The Philadelphia Phillies noticed the tank, and many of these players began floating too. This team went on to win its first world series in decades in 1980.
Other famous floating athletes include Carl Lewis, who used in-tank visualization techniques to prepare himself for his gold medal long jump at the 1988 Seoul Olympics, 1998 Ironman champion Peter Reid, the Dallas Cowboys, the US 2000 Olympic team, and the Australian 2000 Olympic team.
Adapted from a Oasis Floatarium article
“The AIS (Australian Institute of Sport) psychologists use float tanks for three main purposes: recuperation and rejuvenation, injury rehabilitation and neuro-muscular programming.”
Sports Medicine article, The Australian Doctor
What are the benefits for athletes?
- Floating takes the pressure off tired and sore joints and muscles.
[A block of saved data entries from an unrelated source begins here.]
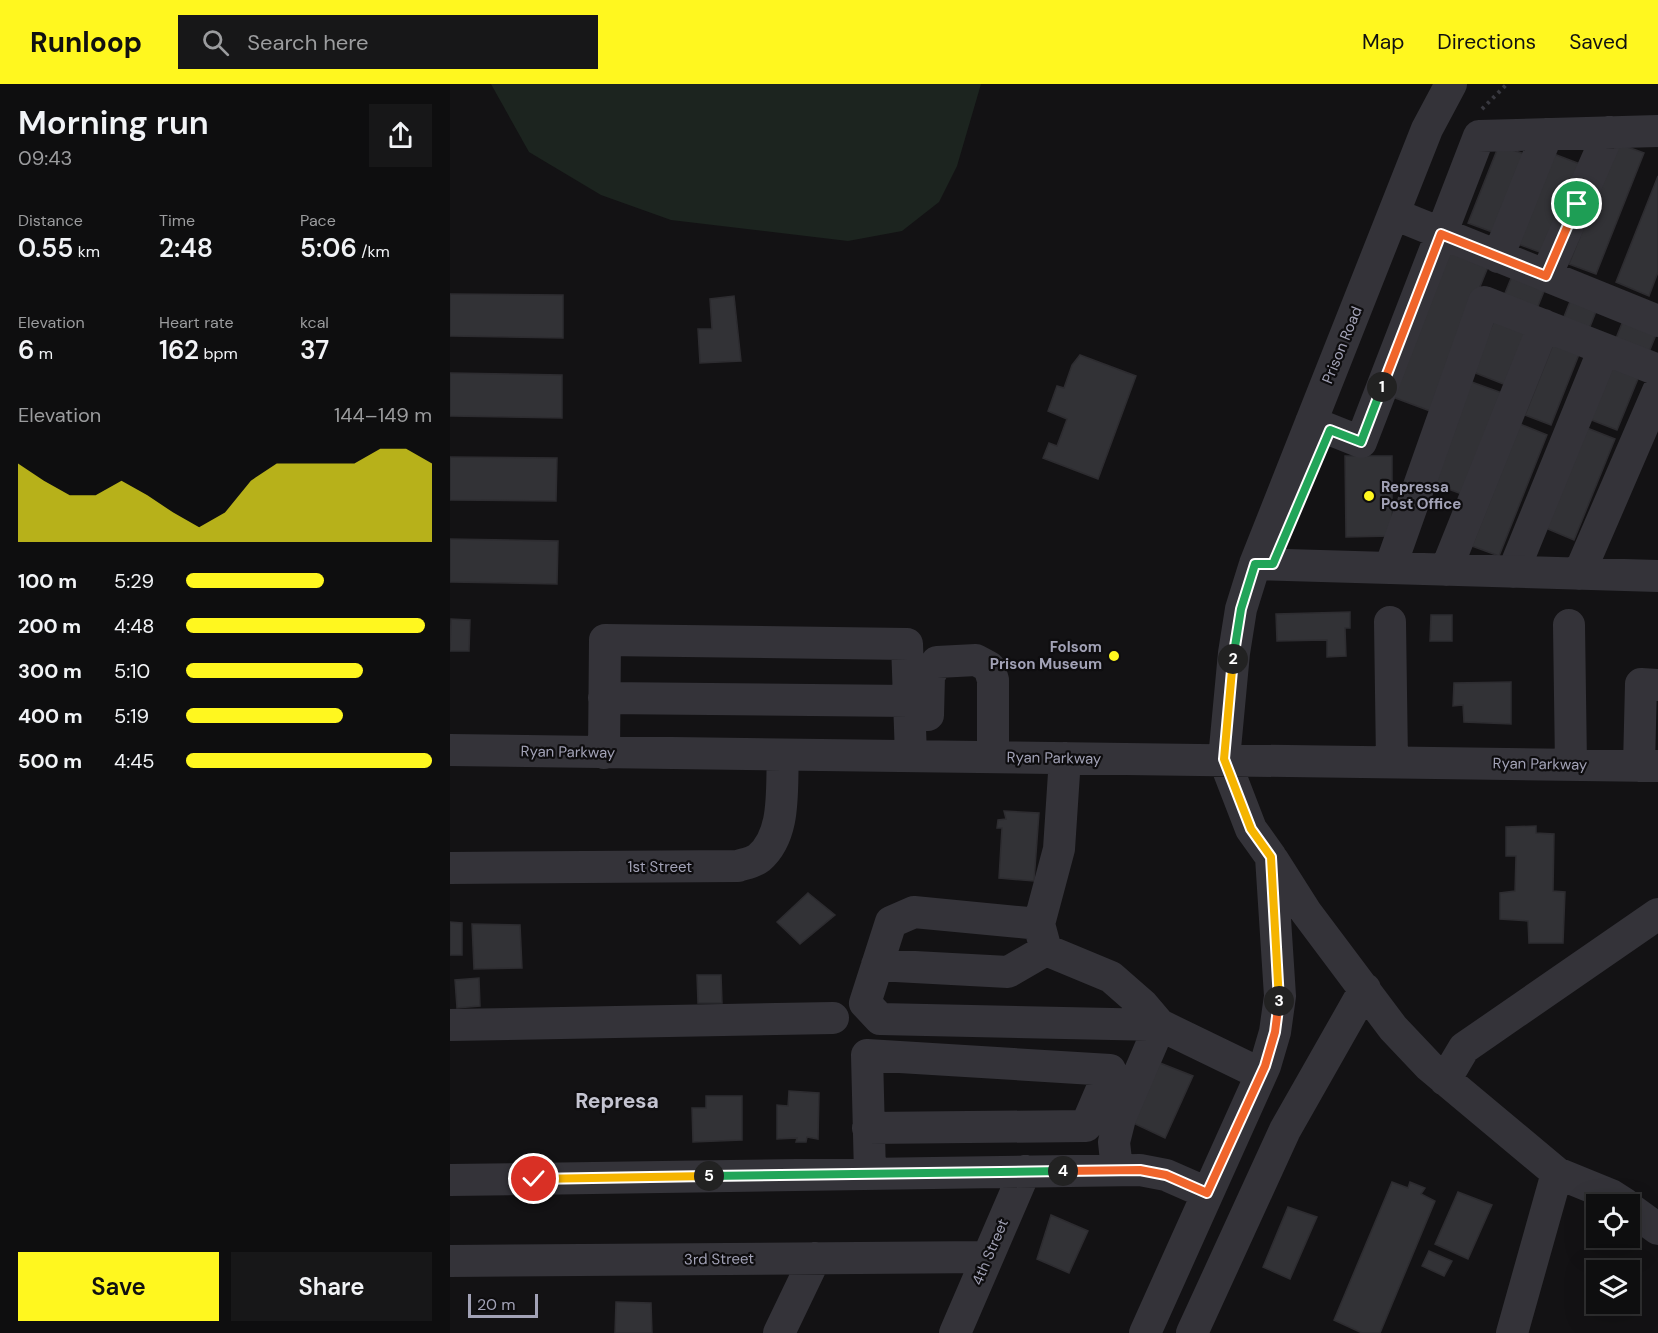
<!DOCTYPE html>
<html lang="en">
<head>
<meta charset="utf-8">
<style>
  :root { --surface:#0e0e0f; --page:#171718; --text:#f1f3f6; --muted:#9b9c9e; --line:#2e2e2f; --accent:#fff71f }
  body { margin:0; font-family:"DM Sans",sans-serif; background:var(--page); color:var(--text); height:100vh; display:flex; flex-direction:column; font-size:22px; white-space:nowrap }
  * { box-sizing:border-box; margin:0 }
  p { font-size:20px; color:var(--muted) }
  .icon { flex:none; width:33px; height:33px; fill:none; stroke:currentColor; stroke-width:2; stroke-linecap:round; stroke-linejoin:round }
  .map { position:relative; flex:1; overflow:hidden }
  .details { display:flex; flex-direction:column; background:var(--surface); width:450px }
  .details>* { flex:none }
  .tools { position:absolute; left:1136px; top:1110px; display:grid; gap:12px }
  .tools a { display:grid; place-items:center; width:54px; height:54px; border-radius:0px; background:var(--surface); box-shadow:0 6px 24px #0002,0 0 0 2px var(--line); font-size:30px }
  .scale { position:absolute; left:18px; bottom:15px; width:70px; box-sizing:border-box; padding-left:6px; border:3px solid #a2a2b6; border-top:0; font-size:16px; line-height:21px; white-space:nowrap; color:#a2a2b6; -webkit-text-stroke:4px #0e0d0f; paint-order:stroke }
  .pin { position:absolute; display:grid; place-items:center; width:51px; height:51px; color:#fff; margin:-26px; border:3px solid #fff; border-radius:50%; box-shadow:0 2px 6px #0007 }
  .km { position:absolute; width:30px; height:30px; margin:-15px; border-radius:50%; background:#222; color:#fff; font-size:16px; line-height:30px; text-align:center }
  .round { display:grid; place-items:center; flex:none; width:63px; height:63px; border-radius:0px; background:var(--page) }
  .headline { display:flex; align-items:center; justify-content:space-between; height:102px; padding:0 18px }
  h1 { font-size:33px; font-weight:600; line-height:45px }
  .metrics { display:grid; grid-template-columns:repeat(3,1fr); gap:9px; height:102px; padding:6px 18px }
  .metrics div { display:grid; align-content:center }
  .metrics b { font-size:26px; font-weight:600 }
  .metrics small { font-size:16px; font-weight:400 }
  .metrics p { font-size:16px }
  .chart { height:168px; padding:12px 18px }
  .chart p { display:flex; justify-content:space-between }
  .chart svg { width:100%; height:108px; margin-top:6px; fill:var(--accent); opacity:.7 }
  .primary-button { display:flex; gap:12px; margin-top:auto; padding:12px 18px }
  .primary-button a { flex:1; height:69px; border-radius:0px; background:var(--accent); color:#111; font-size:24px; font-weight:600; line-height:69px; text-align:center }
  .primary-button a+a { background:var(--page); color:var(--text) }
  ul { padding:0 18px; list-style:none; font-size:20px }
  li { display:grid; grid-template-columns:96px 72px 1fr; align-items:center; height:45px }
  li i { height:15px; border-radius:8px; background:var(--accent) }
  header { display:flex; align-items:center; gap:36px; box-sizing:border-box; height:84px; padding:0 30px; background:var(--accent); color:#111 }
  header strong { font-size:28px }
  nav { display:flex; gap:33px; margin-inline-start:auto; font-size:21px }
  .search { width:420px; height:54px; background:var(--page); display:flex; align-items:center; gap:15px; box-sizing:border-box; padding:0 21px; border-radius:0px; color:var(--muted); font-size:22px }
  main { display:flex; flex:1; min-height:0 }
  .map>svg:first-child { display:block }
  .green { fill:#1c241f }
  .building { fill:#323236; stroke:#2d2c30; stroke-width:1.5 }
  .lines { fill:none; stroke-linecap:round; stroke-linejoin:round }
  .path { stroke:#393940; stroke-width:4; stroke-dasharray:3 4.5; stroke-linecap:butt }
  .minor { stroke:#343339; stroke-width:32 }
  .split-1-casing { stroke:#fff; stroke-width:12 }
  .split-2-casing { stroke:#fff; stroke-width:12 }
  .split-3-casing { stroke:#fff; stroke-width:12 }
  .split-4-casing { stroke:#fff; stroke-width:12 }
  .split-5-casing { stroke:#fff; stroke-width:12 }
  .split-6-casing { stroke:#fff; stroke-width:12 }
  .split-1 { stroke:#f0652b; stroke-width:8 }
  .split-2 { stroke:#22a559; stroke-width:8 }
  .split-3 { stroke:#f5b400; stroke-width:8 }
  .split-4 { stroke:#f0652b; stroke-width:8 }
  .split-5 { stroke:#22a559; stroke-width:8 }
  .split-6 { stroke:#f5b400; stroke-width:8 }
  .poi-dot { fill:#fff71f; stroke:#0e0d0f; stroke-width:2 }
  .labels { text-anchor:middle; stroke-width:4.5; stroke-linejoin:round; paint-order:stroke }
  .street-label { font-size:15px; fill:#a2a2b6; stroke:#0e0d0f }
  .poi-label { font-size:15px; font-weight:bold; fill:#a2a2b6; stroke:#0e0d0f; text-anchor:start }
  .district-label { font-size:21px; font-weight:bold; fill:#c4c4d1; stroke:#0e0d0f }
</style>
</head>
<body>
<header>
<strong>Runloop</strong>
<div class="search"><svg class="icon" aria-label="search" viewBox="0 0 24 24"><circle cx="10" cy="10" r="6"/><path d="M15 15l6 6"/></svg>Search here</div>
<nav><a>Map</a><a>Directions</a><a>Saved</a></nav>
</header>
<main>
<section class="details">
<div class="headline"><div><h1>Morning run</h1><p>09:43</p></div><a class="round"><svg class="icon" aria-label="share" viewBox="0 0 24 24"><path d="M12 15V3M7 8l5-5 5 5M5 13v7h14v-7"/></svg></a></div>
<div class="metrics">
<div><p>Distance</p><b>0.55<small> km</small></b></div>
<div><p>Time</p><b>2:48</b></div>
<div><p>Pace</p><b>5:06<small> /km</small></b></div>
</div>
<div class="metrics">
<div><p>Elevation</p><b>6<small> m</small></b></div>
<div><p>Heart rate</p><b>162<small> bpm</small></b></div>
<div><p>kcal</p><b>37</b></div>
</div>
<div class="chart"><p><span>Elevation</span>144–149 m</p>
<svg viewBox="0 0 160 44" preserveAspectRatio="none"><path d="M0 44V12L10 19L20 25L30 25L40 19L50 25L60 32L70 38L80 32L90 19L100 12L110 12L120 12L130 12L140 6L150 6L160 12V44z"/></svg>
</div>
<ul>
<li><b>100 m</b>5:29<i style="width:56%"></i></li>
<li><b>200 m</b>4:48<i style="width:97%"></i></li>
<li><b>300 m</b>5:10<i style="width:72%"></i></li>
<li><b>400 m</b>5:19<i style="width:64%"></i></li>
<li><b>500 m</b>4:45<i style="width:100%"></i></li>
</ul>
<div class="primary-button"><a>Save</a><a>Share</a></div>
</section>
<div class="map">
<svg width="1208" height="1249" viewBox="0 0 1208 1249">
  <rect width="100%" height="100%" fill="#131214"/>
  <!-- green -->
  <path class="green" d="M41,0h490l-24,82 -18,36 -37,29 -54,10 -177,-21 -70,-25 -72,-43z"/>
  <!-- building -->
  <path class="building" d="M1167,59l27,10 -48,121 -27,-10z
    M1049,61l28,10 -32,78 -27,-10z
    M1104,70l26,10 -35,90 -27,-10z
    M1208,92v96l-9,24 -33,-14z
    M1001,162l39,16 -60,149 -40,-15z
    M1064,187l33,13 -41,101 -33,-13z
    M0,210l113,1v43l-113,-2z
    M1123,210l26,10 -48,121 -26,-10z
    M284,212l7,65 -41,2 -2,-34h14l-2,-30z
    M1175,232l33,14 -41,100 -33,-13z
    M630,271l56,21 -38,103 -55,-21 6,-15 8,3 10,-27 -19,-8 9,-25 7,2 8,-23z
    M0,289l112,2v43l-112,-2z
    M1019,297l33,12 -40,101 -33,-12z
    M1070,340l27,11 -48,121 -27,-10z
    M1132,342l33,13 -41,101 -33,-14z
    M895,372h47v80l-46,1z
    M0,373l107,1 -1,43 -106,-1z
    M0,455l108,2 -1,43 -107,-2z
    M900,528v16h-5l1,28 -19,1v-17l-50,1 -1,-27z
    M981,531h21v26h-22z
    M1,535l19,1 -1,31h-19z
    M1061,598v42l-47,-2 -1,-17 -10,1 1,-23z
    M554,727l35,2 -5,68 -35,-3 3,-50h-5l1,-8 8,-1z
    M1086,742v7l18,1 -1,57 12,1 -2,51h-34l-1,-22 -28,-2v-26l15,-2 1,-35h-10v-29z
    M358,809l27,22 -35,29 -23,-22z
    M0,838l12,1v32h-12z
    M22,840l48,1 2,43 -48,1z
    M247,891h24l1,28h-24z
    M29,894l1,28 -23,2 -2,-28z
    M710,979l33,13 -28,62 -32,-15z
    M339,1007l30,2 -1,46 -11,-2 -1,5h-10l1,-4 -20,1v-34l11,1z
    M256,1012h36v44l-49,2 -1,-34h14z
    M942,1098l16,6 2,-6 15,6 -4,6 14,7 -55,132h-18l-28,-13z
    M1008,1108l34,13 -24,54 -33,-15z
    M838,1123l29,10 -27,62 -27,-12z
    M601,1131l37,16 -19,42 -32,-14z
    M979,1167l23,10 -8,15 -22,-10z
    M166,1218l35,1 1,30h-37z"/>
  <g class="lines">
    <!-- path -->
    <path class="path" d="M1032,25l25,-25"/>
    <!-- minor -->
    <path class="minor" d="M944,130l264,107
      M1048,173l49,-123
      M1096,192l63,-144
      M861,338l50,20 118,-306 179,-5
      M805,480l403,12
      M940,484l94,-266 174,68
      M996,486l98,-245
      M1063,488l91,-223
      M1129,490l79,-183
      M940,538l2,140
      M1119,541l2,140
      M154,614l305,3
      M478,631l1,-39 8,-14 39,-2 13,7 4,13v77
      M0,666l1208,16
      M154,669l1,-113 302,4 4,112
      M615,674l-6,91 -20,75 7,26 65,27 32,28 17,20
      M1189,682l2,-82 17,1
      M823,776l33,52 87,116 36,38 128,107 54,22 14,9
      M0,784l288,-2c6,-2 16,-4 21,-8 28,-24 22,-70 24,-103
      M589,840l-125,-12 -23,10 -26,81 15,16 280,6 101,49
      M427,881l131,7 38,-22
      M0,941l383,-7
      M995,996l19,-32 194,-134
      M418,1044l218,-2 24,-56 -243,-15 3,119
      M667,1086l-3,-28 6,-24 40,-93
      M0,1096l690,-10 26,5 41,18
      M1179,1124l29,21
      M0,1177l537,-4
      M329,1249l36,-75
      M505,1249l70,-162
      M695,1249l120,-267 10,-34 5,-36 -9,-139 -20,-28 -27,-70 10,-106 7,-44 14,-45 172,-435 24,-45
      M742,1249l93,-203 80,-141
      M1062,1249l45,-160"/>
  </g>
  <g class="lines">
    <!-- split-1 casing -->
    <g class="split-1-casing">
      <path id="split-1" d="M932,303l59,-153 105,42 31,-72"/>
    </g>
    <!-- split-2 casing -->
    <g class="split-2-casing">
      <path id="split-2" d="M783,575l8,-50 14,-45h18l57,-134 31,12 21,-55"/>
    </g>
    <!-- split-3 casing -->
    <g class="split-3-casing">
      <path id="split-3" d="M783,575l-9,100 27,70 20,28 8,144"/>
    </g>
    <!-- split-4 casing -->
    <g class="split-4-casing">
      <path id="split-4" d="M613,1087l77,-1 26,5 41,18 58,-127 10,-34 4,-31"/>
    </g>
    <!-- split-5 casing -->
    <g class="split-5-casing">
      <path id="split-5" d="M259,1092l354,-5"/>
    </g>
    <!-- split-6 casing -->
    <g class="split-6-casing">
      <path id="split-6" d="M84,1095l175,-3"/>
    </g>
    <!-- split-1 -->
    <use href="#split-1" class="split-1"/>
    <!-- split-2 -->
    <use href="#split-2" class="split-2"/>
    <!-- split-3 -->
    <use href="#split-3" class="split-3"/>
    <!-- split-4 -->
    <use href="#split-4" class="split-4"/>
    <!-- split-5 -->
    <use href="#split-5" class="split-5"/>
    <!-- split-6 -->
    <use href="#split-6" class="split-6"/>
  </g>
  <!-- markers -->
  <g class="poi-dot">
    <circle cx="919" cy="412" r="6"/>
    <circle cx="664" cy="572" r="6"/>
  </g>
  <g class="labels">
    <!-- street labels -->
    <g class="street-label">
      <text transform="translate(892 261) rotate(-68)" y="5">Prison Road</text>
      <text transform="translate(118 668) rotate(1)" y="5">Ryan Parkway</text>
      <text transform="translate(604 674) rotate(1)" y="5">Ryan Parkway</text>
      <text transform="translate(1090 680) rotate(1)" y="5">Ryan Parkway</text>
      <text x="210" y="788">1st Street</text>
      <text transform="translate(540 1168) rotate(-67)" y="5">4th Street</text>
      <text transform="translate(269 1175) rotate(-1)" y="5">3rd Street</text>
    </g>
    <!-- poi labels -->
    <g class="poi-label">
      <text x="931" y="408">Repressa<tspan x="931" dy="17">Post Office</tspan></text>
      <text x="652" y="568" text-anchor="end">Folsom<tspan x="652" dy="17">Prison Museum</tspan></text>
    </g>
    <!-- district labels -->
    <g class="district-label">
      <text x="167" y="1024">Represa</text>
    </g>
  </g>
</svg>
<div class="tools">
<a><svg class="icon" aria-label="locate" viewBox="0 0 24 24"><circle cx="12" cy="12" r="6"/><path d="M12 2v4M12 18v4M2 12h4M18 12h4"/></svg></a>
<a><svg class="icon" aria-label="layers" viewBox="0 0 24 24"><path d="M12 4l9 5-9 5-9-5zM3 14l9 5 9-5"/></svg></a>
</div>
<div class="scale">20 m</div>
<div class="pin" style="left:1127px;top:120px;background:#1e9e55"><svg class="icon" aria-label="arrive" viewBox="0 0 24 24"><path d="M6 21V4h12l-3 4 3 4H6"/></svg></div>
<div class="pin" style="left:84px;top:1095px;background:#d93025"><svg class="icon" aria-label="check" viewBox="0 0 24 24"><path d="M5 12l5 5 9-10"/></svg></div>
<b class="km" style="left:932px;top:303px">1</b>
<b class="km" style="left:783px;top:575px">2</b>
<b class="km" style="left:829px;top:917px">3</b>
<b class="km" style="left:613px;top:1087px">4</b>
<b class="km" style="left:259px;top:1092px">5</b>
</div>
</main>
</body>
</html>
It increases blood circulation which can accelerate healing.
- Relaxed muscles are likely to heal faster than tired, tight and knotted muscles.
- Floatation can help reduce pain, help backache and muscle injuries and relieve stress and anxiety that often accompanies an injury.
- The athlete emerges from the float room alert but in a state of deep relaxation. The effects can last anywhere from a few hours to
a few days.
When and how often should an athlete float?
- Benefits are present before and after a competition or game.
- Floating before helps visualize the performance and tasks needed to succeed.
- Floating after help recover tired muscles and decompresses built up stress.